"""

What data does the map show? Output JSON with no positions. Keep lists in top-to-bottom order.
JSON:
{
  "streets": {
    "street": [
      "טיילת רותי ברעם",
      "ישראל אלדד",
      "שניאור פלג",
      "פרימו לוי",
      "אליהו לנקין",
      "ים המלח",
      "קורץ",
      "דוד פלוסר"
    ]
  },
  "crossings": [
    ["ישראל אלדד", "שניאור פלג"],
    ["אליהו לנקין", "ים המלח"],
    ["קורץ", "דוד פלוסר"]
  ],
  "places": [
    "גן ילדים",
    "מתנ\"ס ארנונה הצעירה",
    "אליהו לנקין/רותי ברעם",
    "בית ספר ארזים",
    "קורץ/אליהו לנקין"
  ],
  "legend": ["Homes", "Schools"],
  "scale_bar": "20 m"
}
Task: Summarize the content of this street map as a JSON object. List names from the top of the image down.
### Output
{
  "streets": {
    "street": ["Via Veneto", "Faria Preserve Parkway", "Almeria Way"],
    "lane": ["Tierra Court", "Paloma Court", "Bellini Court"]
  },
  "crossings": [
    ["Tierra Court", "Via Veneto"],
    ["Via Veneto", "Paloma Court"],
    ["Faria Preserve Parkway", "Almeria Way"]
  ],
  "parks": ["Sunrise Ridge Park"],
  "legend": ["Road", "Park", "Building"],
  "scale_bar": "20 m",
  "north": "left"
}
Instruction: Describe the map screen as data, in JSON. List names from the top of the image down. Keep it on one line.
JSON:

"""

*Exercise details*.
Nothing is to be altered; retype each entry exactly.

*Response below*.
What data does the map show? Output JSON with no positions. Keep lists in top-to-bottom order.
JSON:
{
  "streets": {
    "street": [
      "טיילת רותי ברעם",
      "ישראל אלדד",
      "שניאור פלג",
      "פרימו לוי",
      "אליהו לנקין",
      "ים המלח",
      "קורץ",
      "דוד פלוסר"
    ]
  },
  "crossings": [
    ["ישראל אלדד", "שניאור פלג"],
    ["אליהו לנקין", "ים המלח"],
    ["קורץ", "דוד פלוסר"]
  ],
  "places": [
    "גן ילדים",
    "מתנ\"ס ארנונה הצעירה",
    "אליהו לנקין/רותי ברעם",
    "בית ספר ארזים",
    "קורץ/אליהו לנקין"
  ],
  "legend": ["Homes", "Schools"],
  "scale_bar": "20 m"
}
Task: Summarize the content of this street map as a JSON object. List names from the top of the image down.
### Output
{
  "streets": {
    "street": ["Via Veneto", "Faria Preserve Parkway", "Almeria Way"],
    "lane": ["Tierra Court", "Paloma Court", "Bellini Court"]
  },
  "crossings": [
    ["Tierra Court", "Via Veneto"],
    ["Via Veneto", "Paloma Court"],
    ["Faria Preserve Parkway", "Almeria Way"]
  ],
  "parks": ["Sunrise Ridge Park"],
  "legend": ["Road", "Park", "Building"],
  "scale_bar": "20 m",
  "north": "left"
}
Instruction: Describe the map screen as data, in JSON. List names from the top of the image down. Keep it on one line.
JSON:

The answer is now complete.